Lwt introduction/tutorial Part 2 of 2
In order to understand the advanced features of Lwt, it is necessary to understand the internals of Lwt: how promises are created, stored, resolved, etc. This page delves into those details. It assumes familiarity with the basic concepts of Lwt covered in Part 1.
To be more precise, this part of the tutorial gives an acceptably precise working model of Lwt, but not an exact one. In particular, we do not mention any parts that are not necessary for the understanding of the user-facing features.
A simple model of a promise
To start with, consider that a promise is simply a cell for a value.

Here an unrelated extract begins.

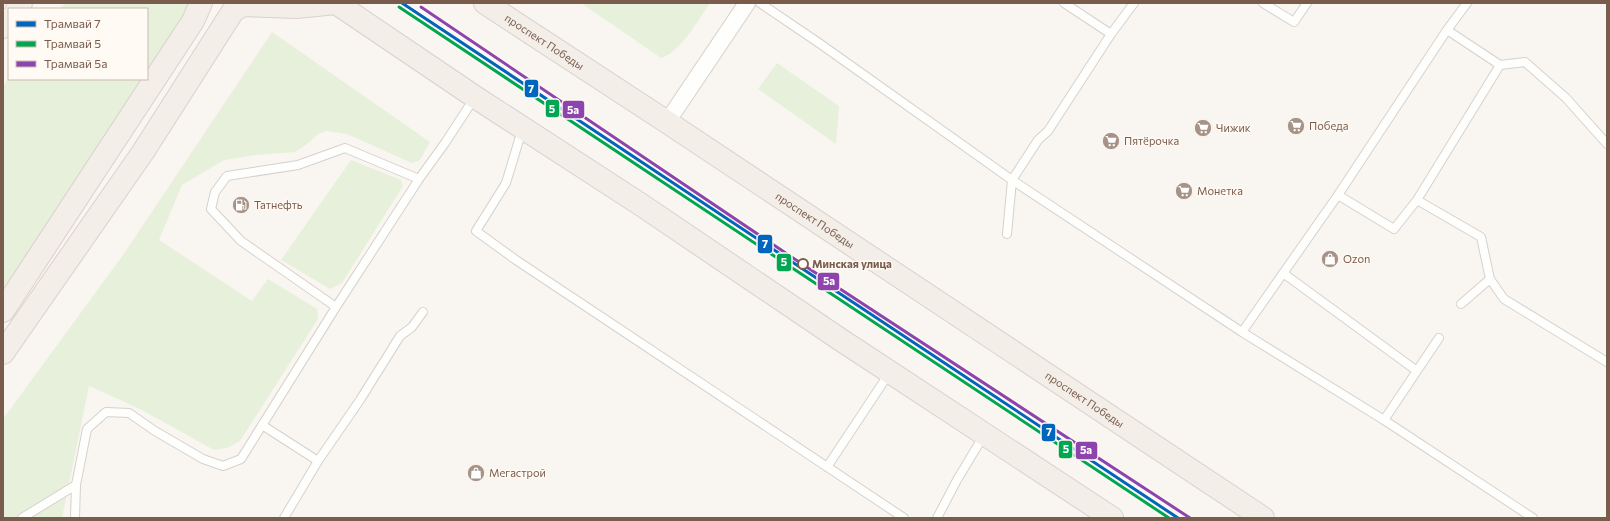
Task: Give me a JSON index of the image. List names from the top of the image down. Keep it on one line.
{"streets":{"main road":["проспект Победы"]},"places":{"supermarket":["Победа","Чижик","Пятёрочка","Монетка"],"fuel station":["Татнефть"],"shop":["Ozon","Мегастрой"],"other":["Минская улица"]},"lines":["tram line 7","tram line 5","tram line 5а"],"legend":["Трамвай 7","Трамвай 5","Трамвай 5а"]}
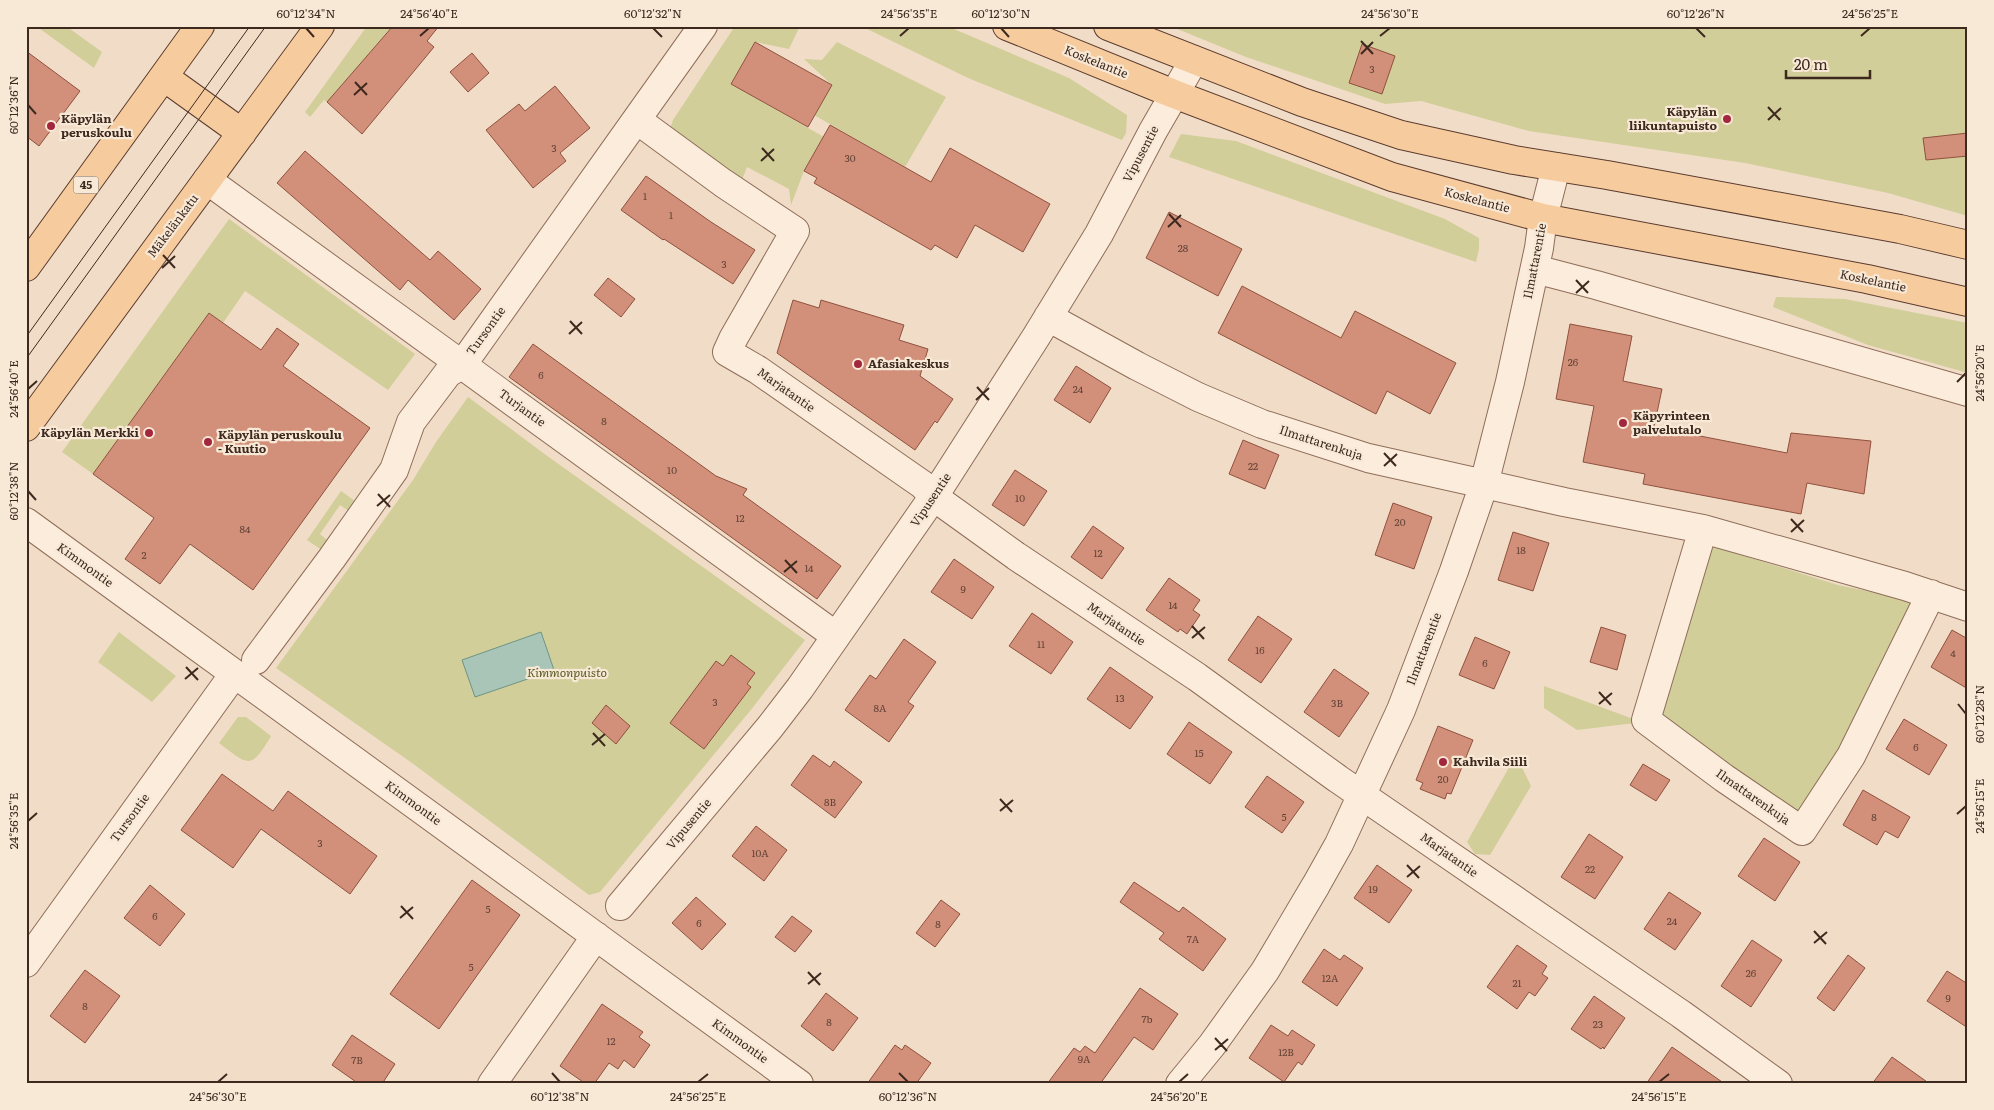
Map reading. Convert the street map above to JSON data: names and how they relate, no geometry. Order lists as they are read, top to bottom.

The cell can take different values that map almost exactly on the
state
type. The actual type of promises in our
only-slightly-simplified model is as follows:
type 'a internal_state =
| Fulfilled of 'a
| Rejected of exn
| Pending of 'a pending
type 'a t = { mutable state : internal_state }
Basically, internally, Lwt maintains its promise similar to a
state
cell, but with added information for the pending
promises. We give more details on the added information on a by-need
basis below. For now suffice to say that pending
contains
the information that Lwt needs in order to handle all that can happen to
a still-to-be-resolved promise.
We can already think of some of the simpler primitives as code over this simplified model:
let return v = { state = Fulfilled v }
let fail exc = { state = Rejected exc }
let state p = match p.state with
| Fulfilled v -> Return v
| Rejected exc -> Fail exc
| Pending _ -> Sleep
But we cannot write much more at this point. So we refine the model
and expand on the definition of pending
.
Callbacks
Lwt.on_any: 'a t -> ('a -> unit) -> (exn -> unit) -> unit
If p
is pending, it attaches the callbacks to
p
; consequently, when p
resolves, either of
hf
or hr
is called depending if the promise is
fulfilled or rejected. If p
is already resolved,
on_any p hf hr
calls either hf
or
hr
immediately.
Internal representation
This is achieved by attaching callbacks to pending promises. When Lwt
modifies the internal state of a promise from Pending
to
either Fulfilled
or Rejected
, Lwt also calls
all of the attached callbacks. As a first approximation, we simply
declare:
type 'a pending = {
mutable when_fulfils: ('a -> unit) list;
mutable when_rejects: (exc -> unit) list;
..
}
And Lwt calls the callbacks when it changes the state of the promise.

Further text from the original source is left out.